** RECORDS SUPPLIED follows **

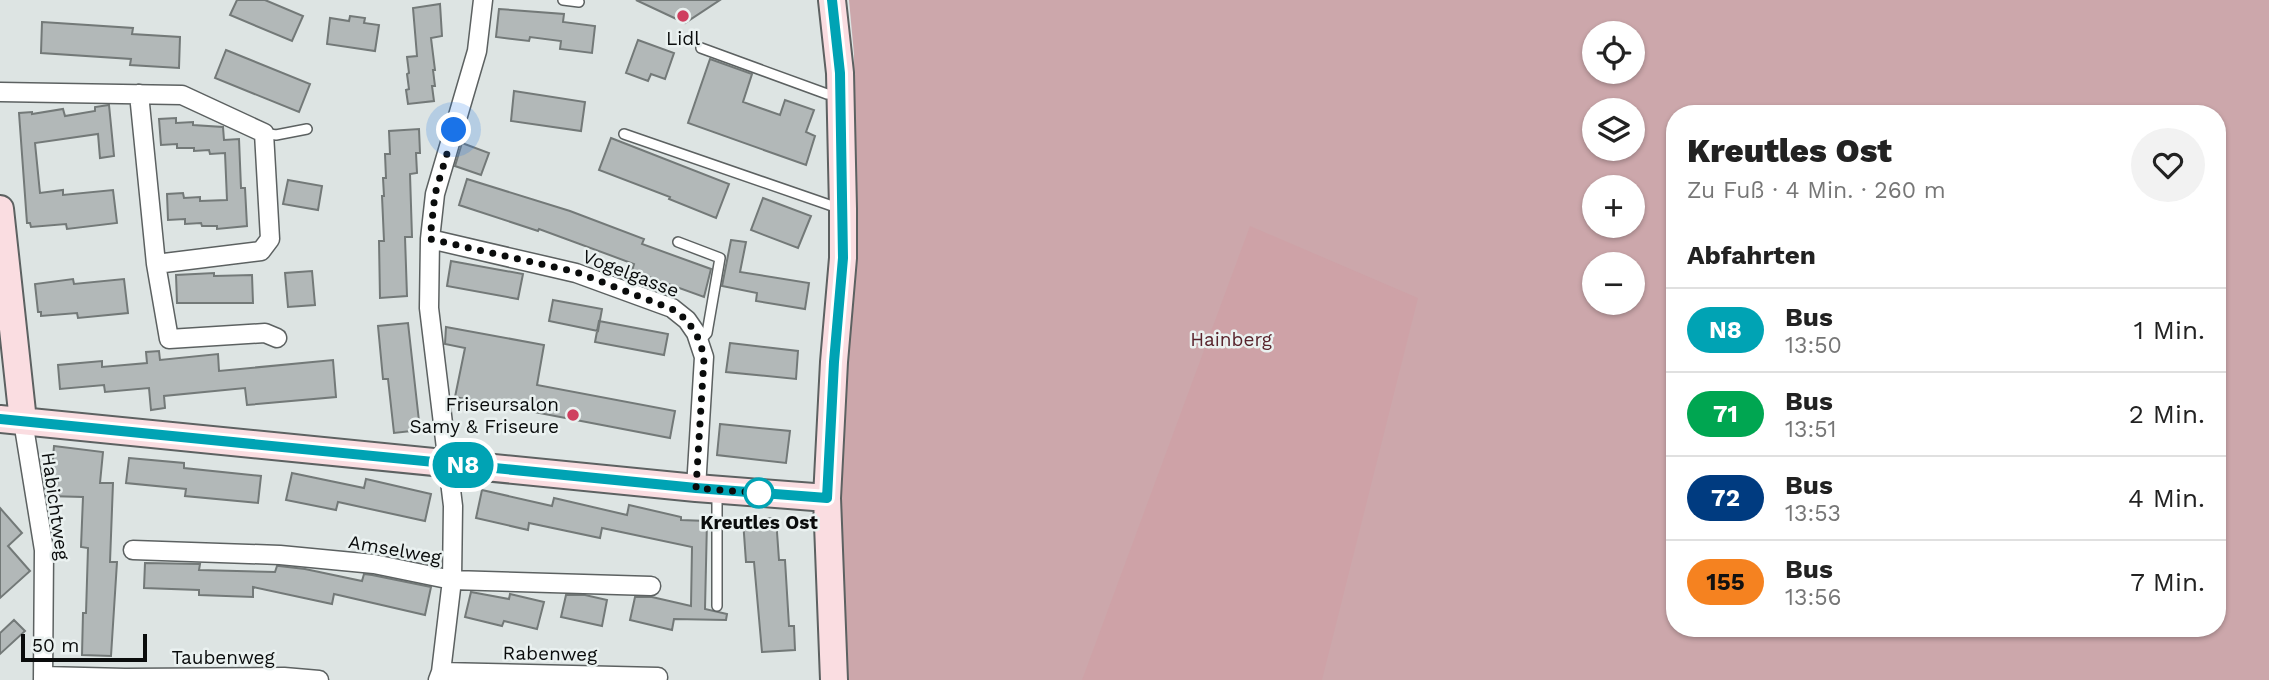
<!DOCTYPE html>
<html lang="de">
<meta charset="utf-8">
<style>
:root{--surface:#fff;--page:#f2f2f2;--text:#222;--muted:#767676;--line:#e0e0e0}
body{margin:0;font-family:"Work Sans",sans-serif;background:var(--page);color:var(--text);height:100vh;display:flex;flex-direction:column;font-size:26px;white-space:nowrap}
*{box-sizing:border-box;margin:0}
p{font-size:23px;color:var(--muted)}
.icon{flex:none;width:38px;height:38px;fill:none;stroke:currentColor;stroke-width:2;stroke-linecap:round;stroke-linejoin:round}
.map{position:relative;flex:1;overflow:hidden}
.panel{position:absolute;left:1666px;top:105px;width:560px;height:532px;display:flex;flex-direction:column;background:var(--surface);border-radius:28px;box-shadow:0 2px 5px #0004}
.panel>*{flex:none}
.badge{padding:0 14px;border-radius:23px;font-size:24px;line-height:46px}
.controls{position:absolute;left:1582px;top:21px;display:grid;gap:14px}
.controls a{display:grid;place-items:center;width:63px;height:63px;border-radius:50%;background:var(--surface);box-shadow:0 2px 5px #0004;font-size:35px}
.scale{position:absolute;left:21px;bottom:18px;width:126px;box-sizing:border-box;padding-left:7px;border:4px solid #0a0c0c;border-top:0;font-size:19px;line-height:24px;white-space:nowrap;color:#0a0c0c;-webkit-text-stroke:5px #eaf1f0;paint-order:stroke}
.you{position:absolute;width:35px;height:35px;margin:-18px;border:5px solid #fff;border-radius:50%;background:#1a73e8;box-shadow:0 0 0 10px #1a73e833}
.map>.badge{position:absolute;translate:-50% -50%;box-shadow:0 0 0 4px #fff}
h2{padding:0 21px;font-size:26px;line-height:63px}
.round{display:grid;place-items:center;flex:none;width:74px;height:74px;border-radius:37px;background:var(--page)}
.head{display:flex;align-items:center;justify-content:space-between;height:119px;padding:0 21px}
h1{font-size:33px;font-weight:800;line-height:52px}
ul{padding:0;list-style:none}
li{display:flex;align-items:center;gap:21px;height:84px;padding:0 21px;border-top:2px solid var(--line)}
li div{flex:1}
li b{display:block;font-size:26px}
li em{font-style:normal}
li .badge{min-width:77px;font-weight:700;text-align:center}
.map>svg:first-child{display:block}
</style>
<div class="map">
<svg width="2269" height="680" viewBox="0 0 2269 680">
<rect width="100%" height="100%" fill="#dde4e3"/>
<!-- green -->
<path fill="#cca7ab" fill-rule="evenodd" d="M849,0H2269V680H843L832,533L855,209L854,54ZM1594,33H1633V72H1594ZM1594,110H1633V149H1594ZM1675,114H2217V628H1675ZM1594,187H1633V226H1594ZM1594,264H1633V303H1594Z"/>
<!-- forest -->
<path fill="#cea2a7" d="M1250,226L1418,298L1322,680H1082Z"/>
<!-- building -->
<path fill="#b2b8b8" stroke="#737978" stroke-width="2" d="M237,0H265L303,16L292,41L230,15Z
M636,0H720L685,23Z
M440,4L442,36L431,38L435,70H433L435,86H432L434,101L408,104L406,90L409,89L407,74L409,73L407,57L417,56L413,8Z
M499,9L564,14L563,22L595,26L592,53L560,49L561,41L530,37L529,41L496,37Z
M350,16L365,18L364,23L379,25L375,51L327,44L330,18L349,21Z
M42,22L133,28L132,34L180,37L179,68L130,65L131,59L41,53Z
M638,40L674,53L665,79L651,74L648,81L626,73Z
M226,50L310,84L299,112L215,78Z
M710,59L752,74L743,102L780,115L785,100L814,110L806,132L815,136L806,165L688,123Z
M514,91L585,102L581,131L511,121Z
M109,105L114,156L100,158L98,134L35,143L40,193L63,190V195L113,190L117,223L67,229L66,224L31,227L30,223H27L19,113L32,112V114L63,109L65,116L95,111V107Z
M176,118V123L193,122V125L223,127L224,140L239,139L241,188H245L247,226L217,229V226H202L201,223L185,224V219L168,220L167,194L183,193L184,198L200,197V201L227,200L225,153L210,154L209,150L194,151V148H177V144L161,145L159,119Z
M419,129L420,153H416L417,173L410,174L412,237H405L407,296L380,298L379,241H384L382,196H384L383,178H386L385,154H390L389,131Z
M611,138L729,184L716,218L669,199L670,197L599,170Z
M462,143L489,153L481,175L455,166Z
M467,179L570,211L644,239L642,244L711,269L704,297L632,271L634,264L539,229L538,231L459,205Z
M288,180L322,186L318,210L283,204Z
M763,198L811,216L798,248L751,230Z
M731,240L746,242L740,272L809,283L805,309L756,301L757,293L722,286Z
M451,261L523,274L518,299L447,286Z
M312,271L315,305L288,307L285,273Z
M214,273V276L252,275L253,303H177L176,275Z
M73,279L74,284L124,279L128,313L78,318L77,313L41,316V312H38L35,284Z
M553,300L602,309L598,331L549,321Z
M599,321L668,334L664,355L595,342Z
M408,323L420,430L394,433L388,379H383L378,326Z
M446,327L544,345L537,385L675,411L670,438L455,397L465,348L445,344Z
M730,343L798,351L796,379L726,372Z
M159,351L160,360L218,354L219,371L333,360L336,397L247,405L245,388L164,396L165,408L151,410L149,388L105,392L104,385L60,389L58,365L102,361V367L147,363L146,352Z
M720,424L790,431L786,463L717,455Z
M54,446L103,452L100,483H113L110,562H117L111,656L82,655L83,613H86L88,548L81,547L83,497L47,496L44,482H51Z
M129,458L184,463V468L261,476L258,503L185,496L186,489L126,483Z
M292,473L364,488L366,479L431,494L425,521L338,502L336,510L286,500Z
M482,490L552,506L554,498L627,515L629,505L681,517V520L707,521L705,609L727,614L726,620L674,619L672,630L630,620L635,597H652L691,606L692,547L602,528L600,538L529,523L528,530L476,518Z
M0,508L22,533L8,546L30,571L0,598Z
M776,518L779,560H785L789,626H794L795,650L762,652L754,562H746L743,520Z
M145,563L200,564L199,570L275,572L277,566H279L305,569L362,581L364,574L372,575L431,587L425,615L334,594L332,604L253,587V597L199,595V590L144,588Z
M471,592L509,599L510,594L544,602L537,629L504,621L502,626L465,617Z
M566,595H585L607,600L602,626L561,617Z
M14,620L25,631L0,654V633Z"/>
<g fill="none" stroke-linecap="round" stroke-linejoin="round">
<!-- lane casing -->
<g stroke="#5c6161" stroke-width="12">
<path id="lane" d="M563,0L579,2
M701,48L827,94L838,95
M264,133L276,135L307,129
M624,134L841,209
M678,242L720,258L707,333L700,341
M717,492V606"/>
</g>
<!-- street casing -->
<g stroke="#5c6161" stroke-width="21">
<path id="street" d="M0,92L182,95L264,133L270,239L261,251L156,264L169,339L265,333L277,338
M139,94L156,264
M430,239L576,273L672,308L687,320L696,333L704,357L696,488
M23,421L44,550L43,680
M133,550L280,555L374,564L452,580L651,586
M441,672L658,677
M43,676L125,678L284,677L319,680
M438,680L441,672L452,580L453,506L429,308L430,239L435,194L477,51L483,0"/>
</g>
<!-- secondary casing -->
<g stroke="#5c6161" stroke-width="30">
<path id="secondary" d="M832,0L840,73L843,209V258L834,362L827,498L834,680
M0,209L23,421
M0,419L696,488L827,498"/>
</g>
<!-- lane -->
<use href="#lane" stroke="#fff" stroke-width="9"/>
<!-- street -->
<use href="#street" stroke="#fff" stroke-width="18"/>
<!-- secondary -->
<use href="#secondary" stroke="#fadde1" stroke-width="26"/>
</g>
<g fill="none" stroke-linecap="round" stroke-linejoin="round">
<!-- line casing -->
<g stroke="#fff" stroke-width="16">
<path id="line" d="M0,419L696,488L827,498L834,362L843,258L840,73L832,0"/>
</g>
<!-- line -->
<use href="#line" stroke="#00a3b4" stroke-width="10"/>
<!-- walk -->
<path stroke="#0a0c0c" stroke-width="7" stroke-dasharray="0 12.6" d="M454,130L435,194L430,239L576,272L672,309L687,320L700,341L704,358L696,488L772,494L759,493"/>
</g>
<!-- markers -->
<g fill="#cf3f5f" stroke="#eaf1f0" stroke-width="2.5">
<circle cx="683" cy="16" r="7"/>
<circle cx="573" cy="415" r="7"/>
</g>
<circle fill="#fff" stroke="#00a3b4" stroke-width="3.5" cx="759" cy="493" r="14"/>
<g text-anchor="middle" stroke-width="5" stroke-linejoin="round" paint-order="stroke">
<!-- poi labels -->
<g font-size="19" fill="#0a0c0c" stroke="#eaf1f0">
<text x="683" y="45">Lidl</text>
<text x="559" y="411" text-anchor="end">Friseursalon<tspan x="559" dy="22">Samy &amp; Friseure</tspan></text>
</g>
<!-- street labels -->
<g font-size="19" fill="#0a0c0c" stroke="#eaf1f0">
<text transform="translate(631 273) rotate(21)" y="7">Vogelgasse</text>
<text transform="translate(56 506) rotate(82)" y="7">Habichtweg</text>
<text transform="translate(395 549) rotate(10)" y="7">Amselweg</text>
<text transform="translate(550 653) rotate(1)" y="7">Rabenweg</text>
<text x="223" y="664">Taubenweg</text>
</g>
<!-- park labels -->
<g font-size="19" fill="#59232c" stroke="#eaf1f0">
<text x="1231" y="346">Hainberg</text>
</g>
<!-- stop labels -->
<g font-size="19" font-weight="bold" fill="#0a0c0c" stroke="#eaf1f0">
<text x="759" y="529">Kreutles Ost</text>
</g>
</g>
</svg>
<div class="controls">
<a><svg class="icon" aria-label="locate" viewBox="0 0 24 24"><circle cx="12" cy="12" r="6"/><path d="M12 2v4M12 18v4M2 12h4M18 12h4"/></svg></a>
<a><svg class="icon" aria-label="layers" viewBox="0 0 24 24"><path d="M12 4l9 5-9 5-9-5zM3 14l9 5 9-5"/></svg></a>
<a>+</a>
<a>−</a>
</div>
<div class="scale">50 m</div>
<div class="you" style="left:454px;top:130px"></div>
<b class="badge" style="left:463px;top:465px;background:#00a3b4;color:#fff">N8</b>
<section class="panel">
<div class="head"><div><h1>Kreutles Ost</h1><p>Zu Fuß · 4 Min. · 260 m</p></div><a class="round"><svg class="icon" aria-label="heart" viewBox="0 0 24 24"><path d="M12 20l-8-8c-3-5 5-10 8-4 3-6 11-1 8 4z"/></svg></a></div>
<h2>Abfahrten</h2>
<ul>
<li><span class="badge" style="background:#00a3b4;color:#fff">N8</span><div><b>Bus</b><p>13:50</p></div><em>1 Min.</em></li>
<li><span class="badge" style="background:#00a651;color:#fff">71</span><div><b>Bus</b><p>13:51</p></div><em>2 Min.</em></li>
<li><span class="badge" style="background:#003b80;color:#fff">72</span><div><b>Bus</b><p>13:53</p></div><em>4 Min.</em></li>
<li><span class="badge" style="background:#f58220;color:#111">155</span><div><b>Bus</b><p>13:56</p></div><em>7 Min.</em></li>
</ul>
</section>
</div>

** End of RECORDS SUPPLIED **

Each line that mentions the string "controls" must be copied from the listing.

RESULT FOR THIS EXERCISE>
.controls{position:absolute;left:1582px;top:21px;display:grid;gap:14px}
.controls a{display:grid;place-items:center;width:63px;height:63px;border-radius:50%;background:var(--surface);box-shadow:0 2px 5px #0004;font-size:35px}
<div class="controls">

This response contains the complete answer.